Differences in gut microbiota and faecal metabolomics characteristics in preterm infants with feeding intolerance.

Feeding intolerance in preterm infants at day 21 postpartum was associated with significantly higher incidence of vomiting, abdominal distension, abnormal intestinal morphology, and gastric residual volume compared to feeding-tolerant infants.

• Study included 49 preterm infants divided into feeding-tolerant (FT, n=34) and feeding-intolerant (FI, n=15) groups based on feeding assessments at day 21 postpartum.
• Incidence of vomiting, abdominal distension, abnormal intestinal morphology, and gastric residual volume >30% or >2 ml kg-1 was significantly higher in the FI group (P<0.001).
• There was no significant difference in the frequency of nasogastric feeding between the two groups (P>0.05).
• Baseline maternal-infant characteristics showed no significant differences between groups (P>0.05).

Gut microbiota composition differed between feeding-tolerant and feeding-intolerant preterm infants, with distinct bacterial genera enriched in each group.

• FT infants showed enrichment of Escherichia (10.92%) and Klebsiella (6.88%).
• FI infants specifically harboured increased Clostridium_P (3.93%), Burkholderia (4.06%), and Limosilactobacillus (4.94%).
• Faecal samples underwent microbiome profiling to identify these differences.
• Infants were admitted to a tertiary maternal and child health hospital in Zhejiang's coastal region from January to June 2024.
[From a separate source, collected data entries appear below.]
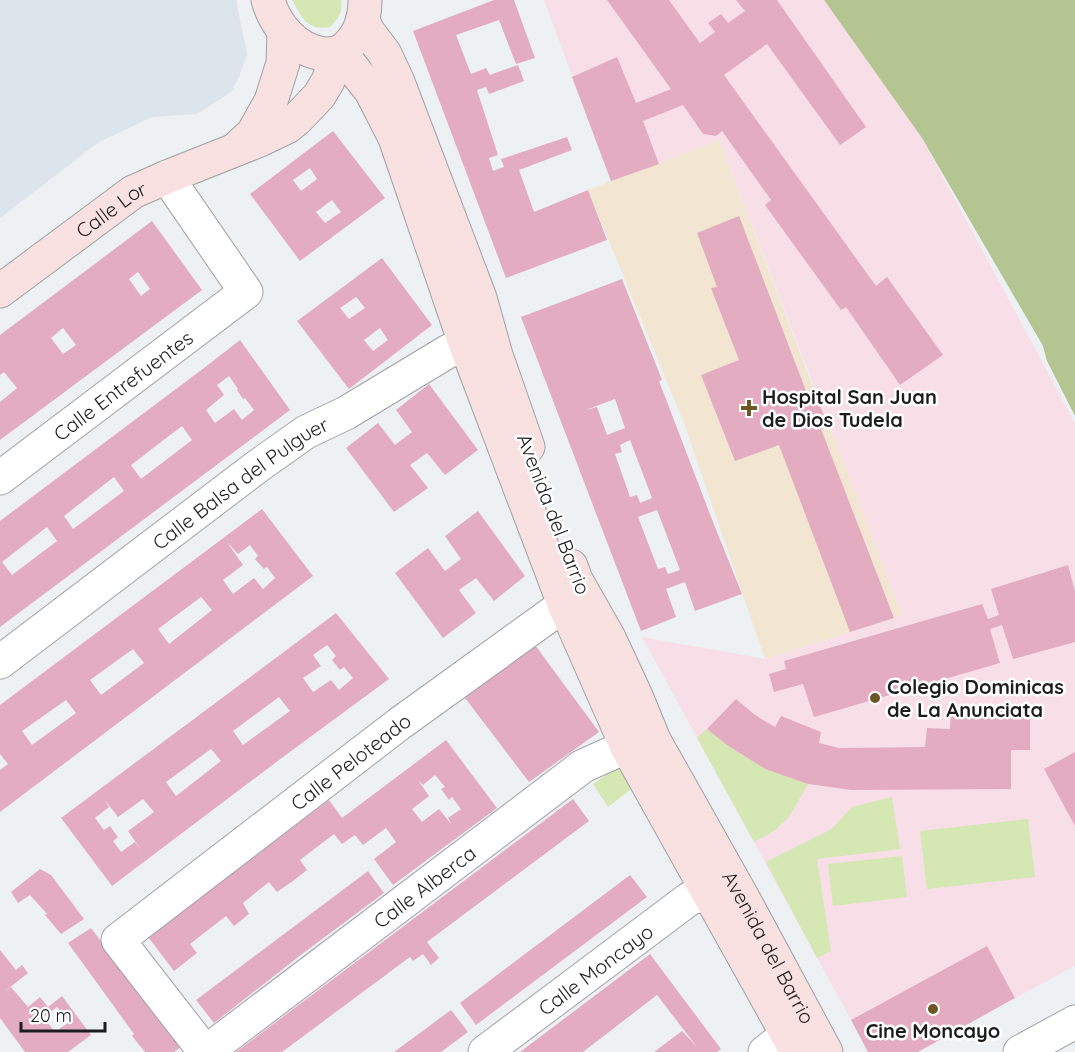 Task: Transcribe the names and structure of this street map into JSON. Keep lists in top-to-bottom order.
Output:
{
  "streets": {
    "street": [
      "Calle Lor",
      "Calle Entrefuentes",
      "Calle Balsa del Pulguer",
      "Avenida del Barrio",
      "Calle Peloteado",
      "Calle Alberca",
      "Calle Moncayo"
    ]
  },
  "crossings": [
    ["Calle Lor", "Calle Entrefuentes"],
    ["Calle Lor", "Avenida del Barrio"],
    ["Calle Balsa del Pulguer", "Avenida del Barrio"],
    ["Avenida del Barrio", "Calle Peloteado"],
    ["Avenida del Barrio", "Calle Alberca"],
    ["Avenida del Barrio", "Calle Moncayo"],
    ["Calle Peloteado", "Calle Alberca"]
  ],
  "places": {
    "health": ["Hospital San Juan de Dios Tudela"],
    "other": ["Colegio Dominicas de La Anunciata", "Cine Moncayo"]
  },
  "scale_bar": "20 m"
} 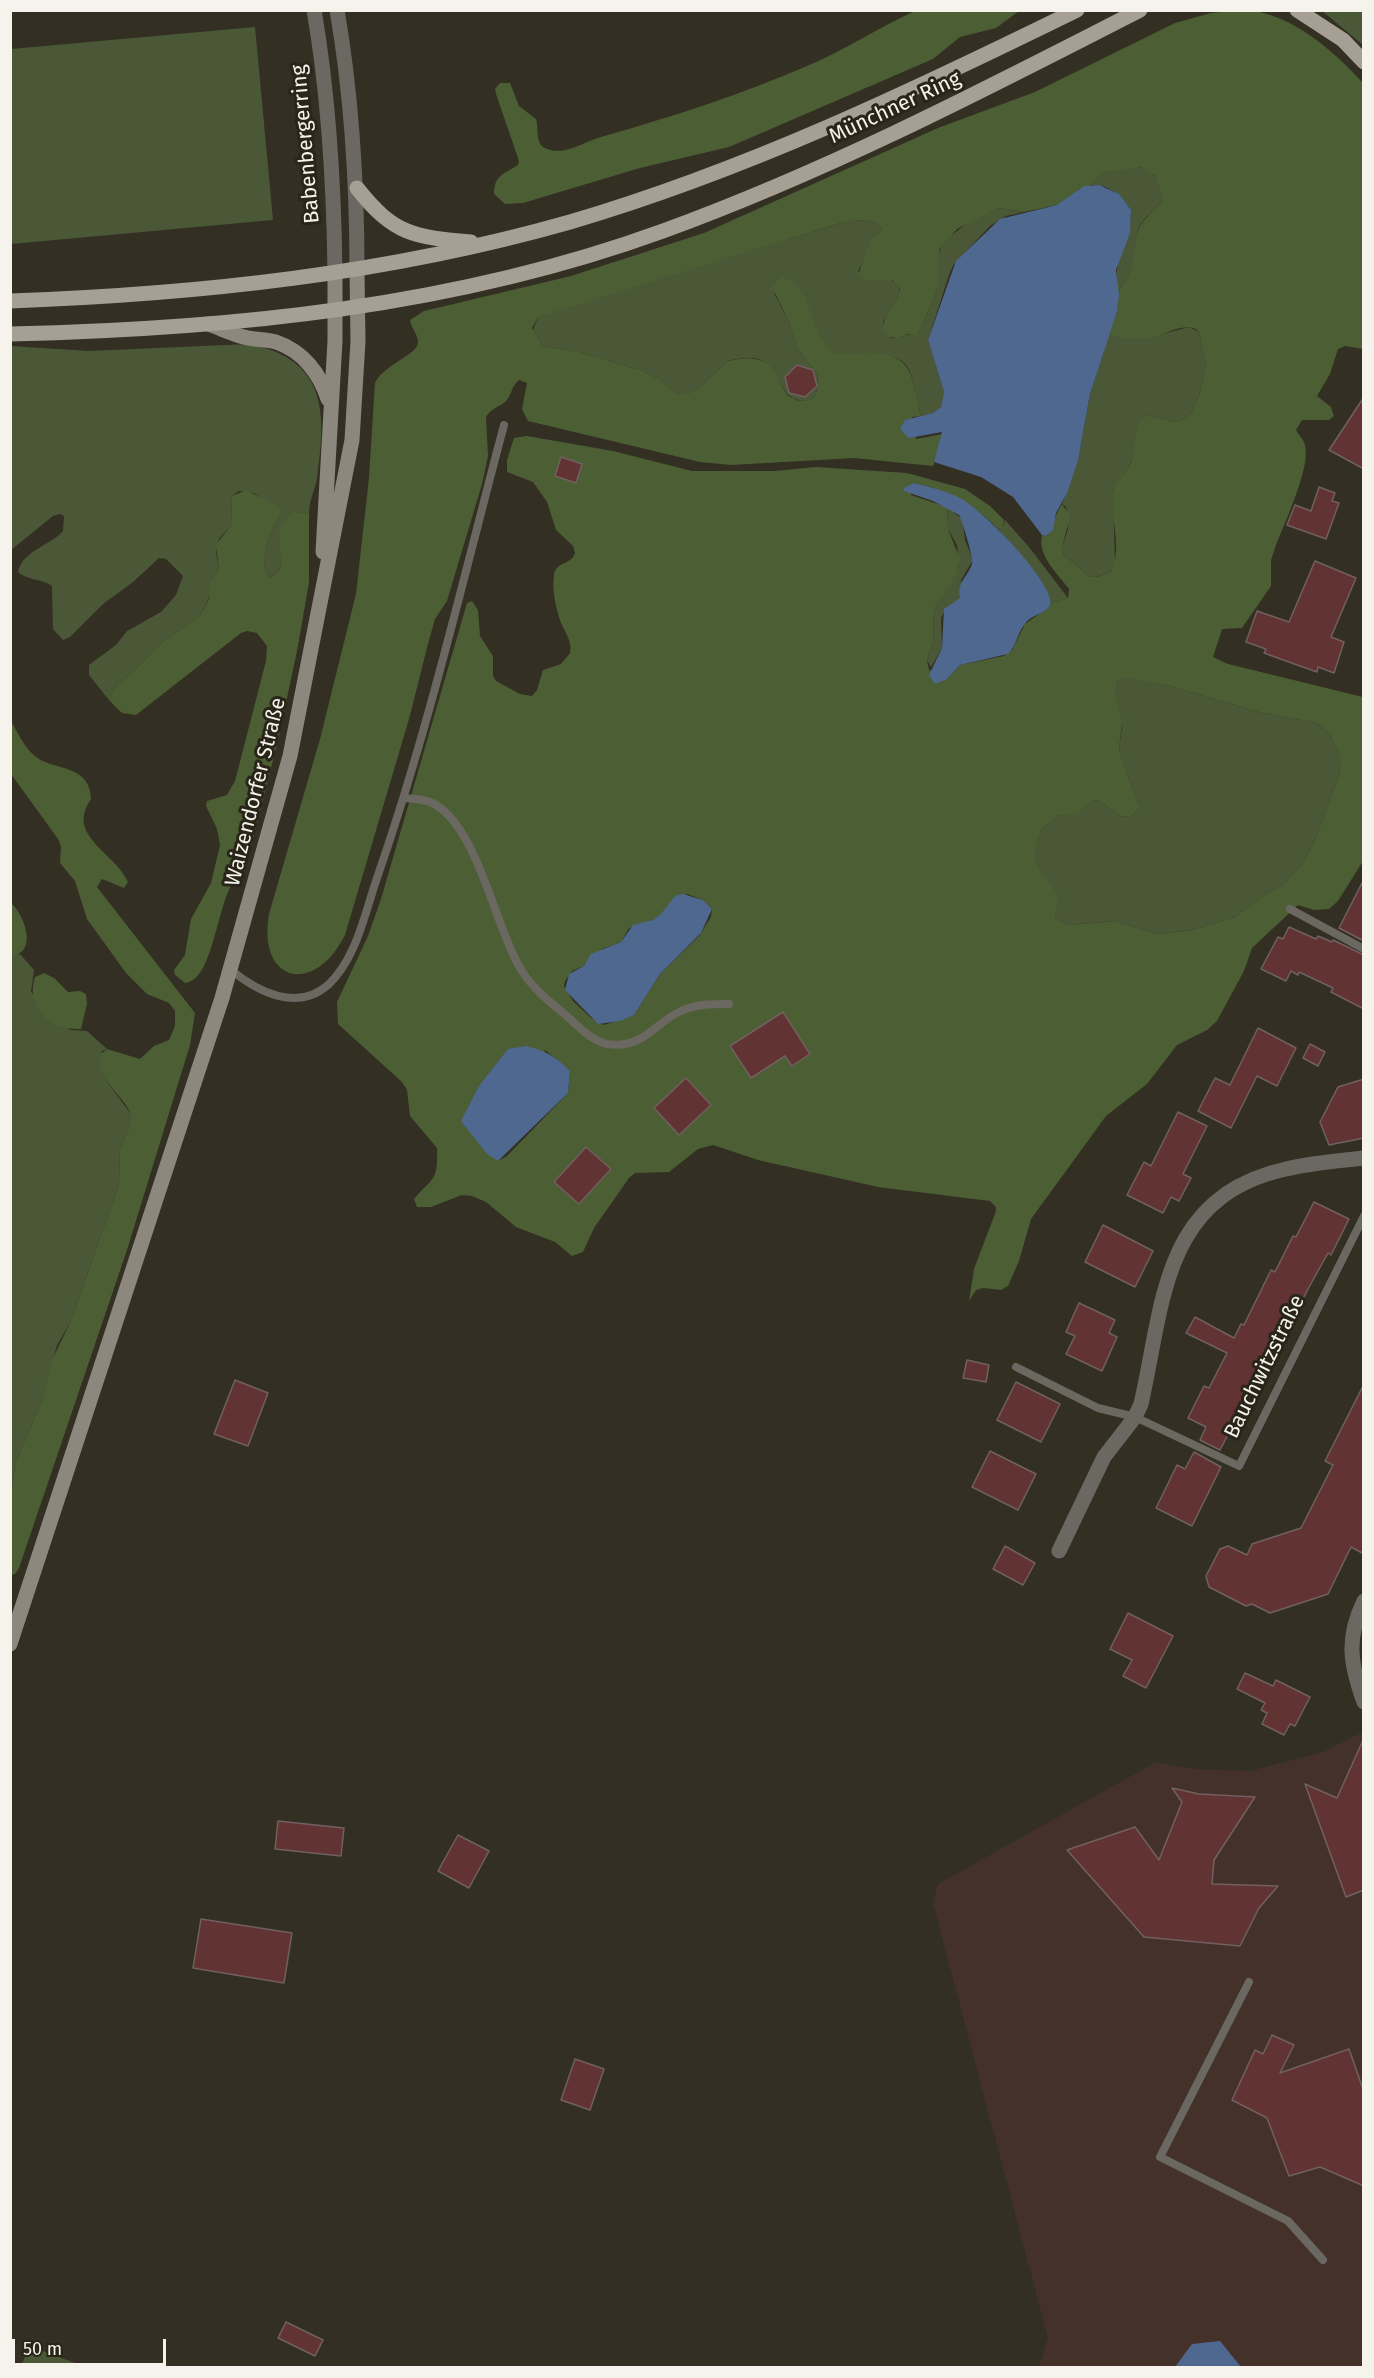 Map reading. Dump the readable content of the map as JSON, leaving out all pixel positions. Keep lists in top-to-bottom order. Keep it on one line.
{"streets":{"main road":["Münchner Ring","Waizendorfer Straße"],"street":["Babenbergerring"],"lane":["Bauchwitzstraße"]},"crossings":[["Münchner Ring","Babenbergerring"],["Münchner Ring","Waizendorfer Straße"],["Babenbergerring","Waizendorfer Straße"]],"scale_bar":"50 m"} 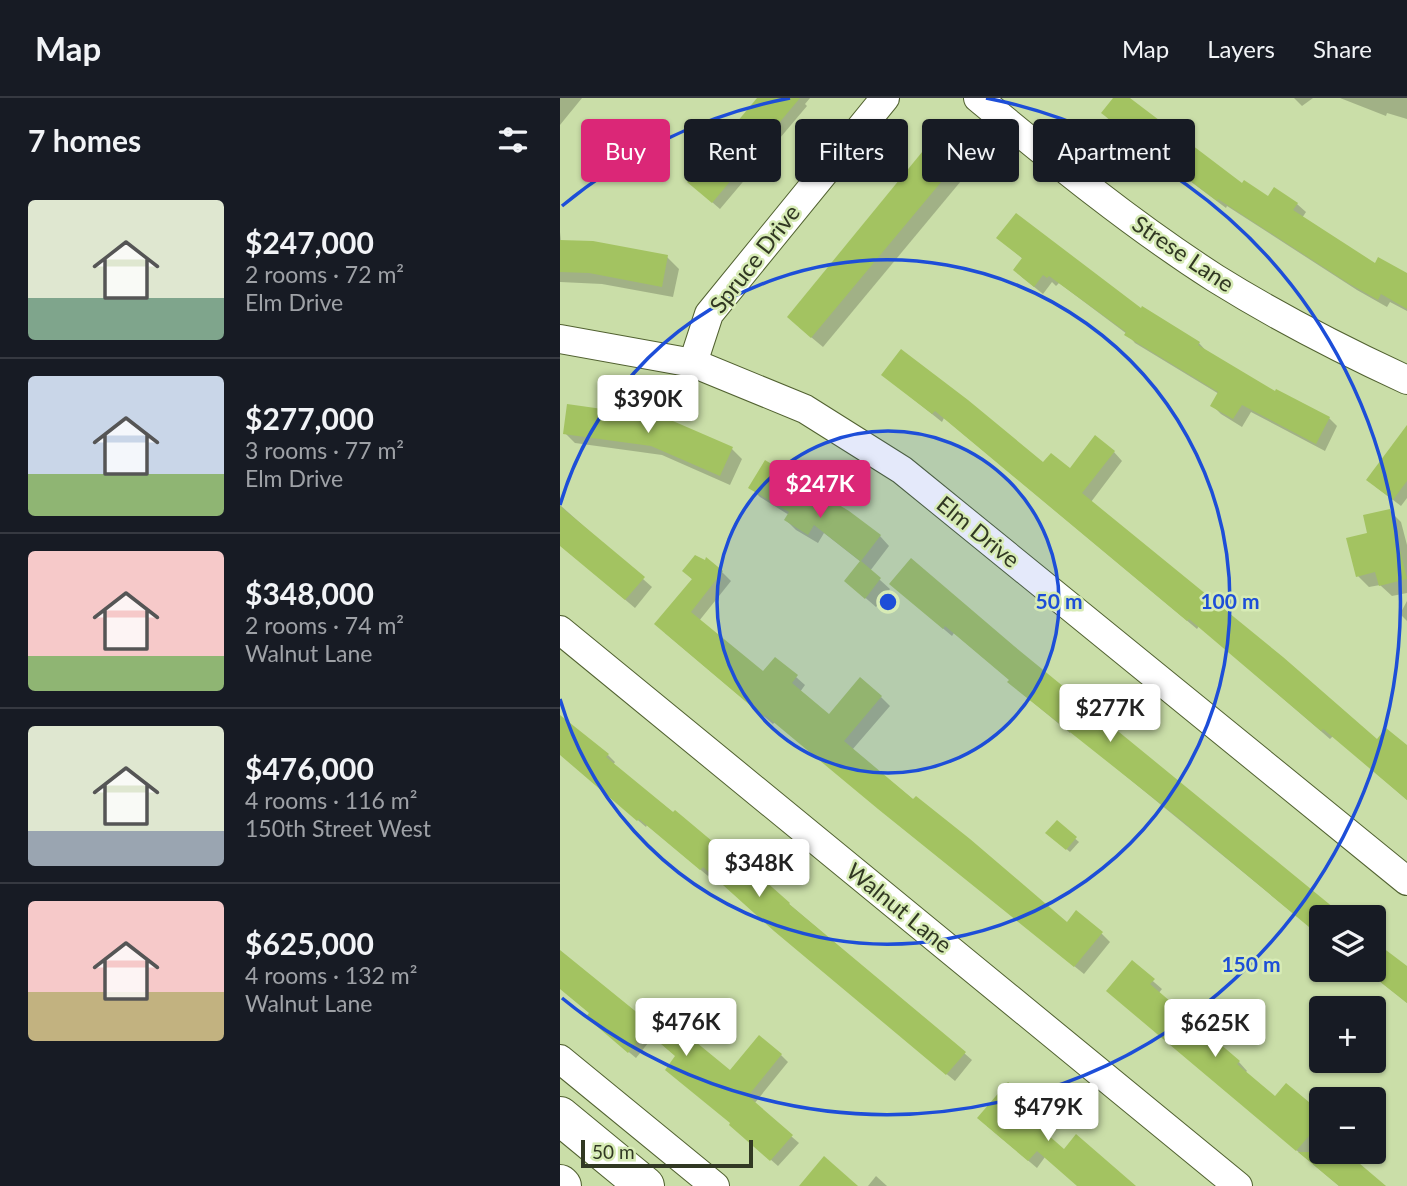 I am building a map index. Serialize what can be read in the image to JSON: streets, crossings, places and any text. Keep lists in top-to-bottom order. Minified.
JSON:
{"streets":{"street":["Strese Lane","Spruce Drive","Elm Drive","Walnut Lane"]},"crossings":[["Spruce Drive","Elm Drive"]],"scale_bar":"50 m","page":{"header":"Map","nav":["Map","Layers","Share"],"heading":"7 homes","chip":["Buy","Rent","Filters","New","Apartment"],"list":[{"name":"$247,000","note":"2 rooms · 72 m² · Elm Drive"},{"name":"$277,000","note":"3 rooms · 77 m² · Elm Drive"},{"name":"$348,000","note":"2 rooms · 74 m² · Walnut Lane"},{"name":"$476,000","note":"4 rooms · 116 m² · 150th Street West"},{"name":"$625,000","note":"4 rooms · 132 m² · Walnut Lane"}],"price":["$390K","$247K","$277K","$348K","$476K","$625K","$479K"],"map_buttons":["+","−"],"scale":"50 m"},"rings":["50 m","100 m","150 m"]} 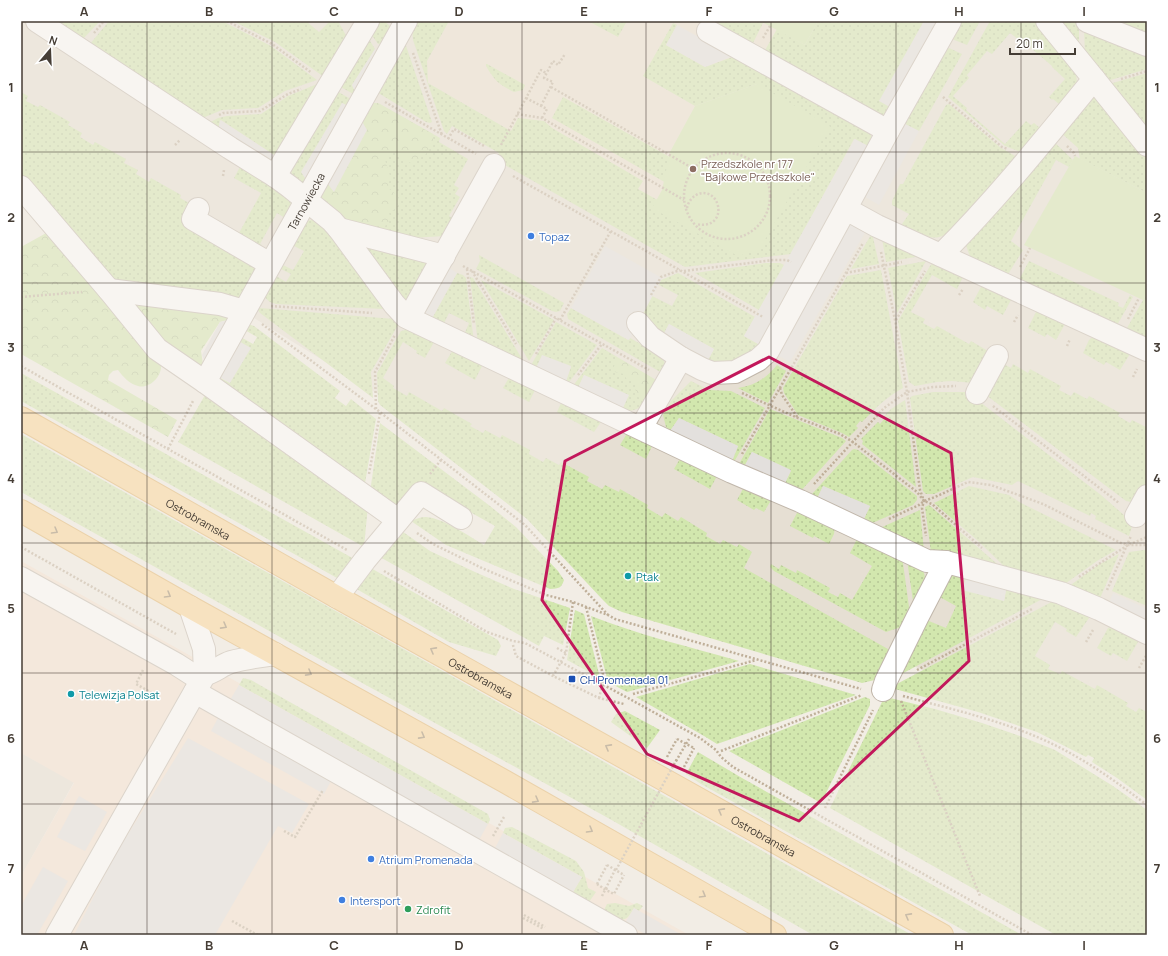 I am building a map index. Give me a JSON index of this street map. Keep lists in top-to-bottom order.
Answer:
{
  "streets": {
    "main road": ["Ostrobramska"],
    "street": ["Tarnowiecka"]
  },
  "places": {
    "other": [
      "Przedszkole nr 177 \"Bajkowe Przedszkole\"",
      "Topaz",
      "Ptak",
      "Telewizja Polsat",
      "Atrium Promenada",
      "Intersport",
      "Zdrofit"
    ],
    "transit": ["CH Promenada 01"]
  },
  "scale_bar": "20 m",
  "north": "top",
  "grid": {
    "columns": [
      "A",
      "B",
      "C",
      "D",
      "E",
      "F",
      "G",
      "H",
      "I"
    ],
    "rows": [
      "1",
      "2",
      "3",
      "4",
      "5",
      "6",
      "7"
    ]
  }
} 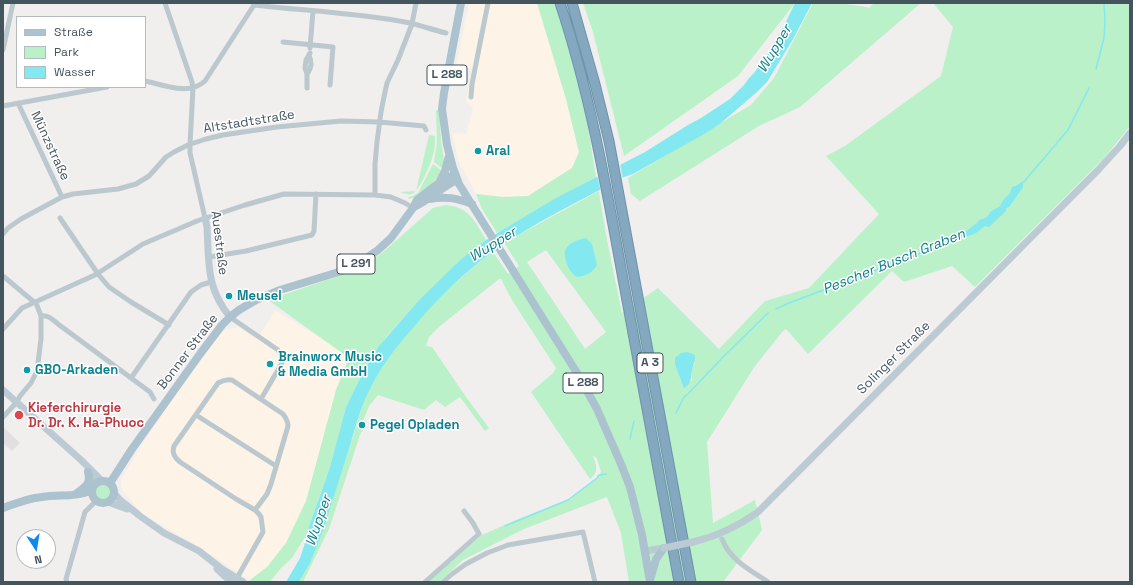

Metabolomic profiling identified significant pathway differences between feeding-tolerant and feeding-intolerant preterm infants.

• Significant pathway differences were identified in ATP-binding cassette transporters (ABC transporters), carbohydrate digestion/absorption, and propanoate metabolism.
• Metabolites arginine-proline (Arg-Pro), glutamic acid-arginine (Glu-Arg), and lactaldehyde were among the differentially identified metabolites.
• Faecal samples underwent metabolomic profiling alongside microbiome profiling.

ROC analyses demonstrated that specific metabolites exhibited robust predictive value for feeding intolerance in preterm infants.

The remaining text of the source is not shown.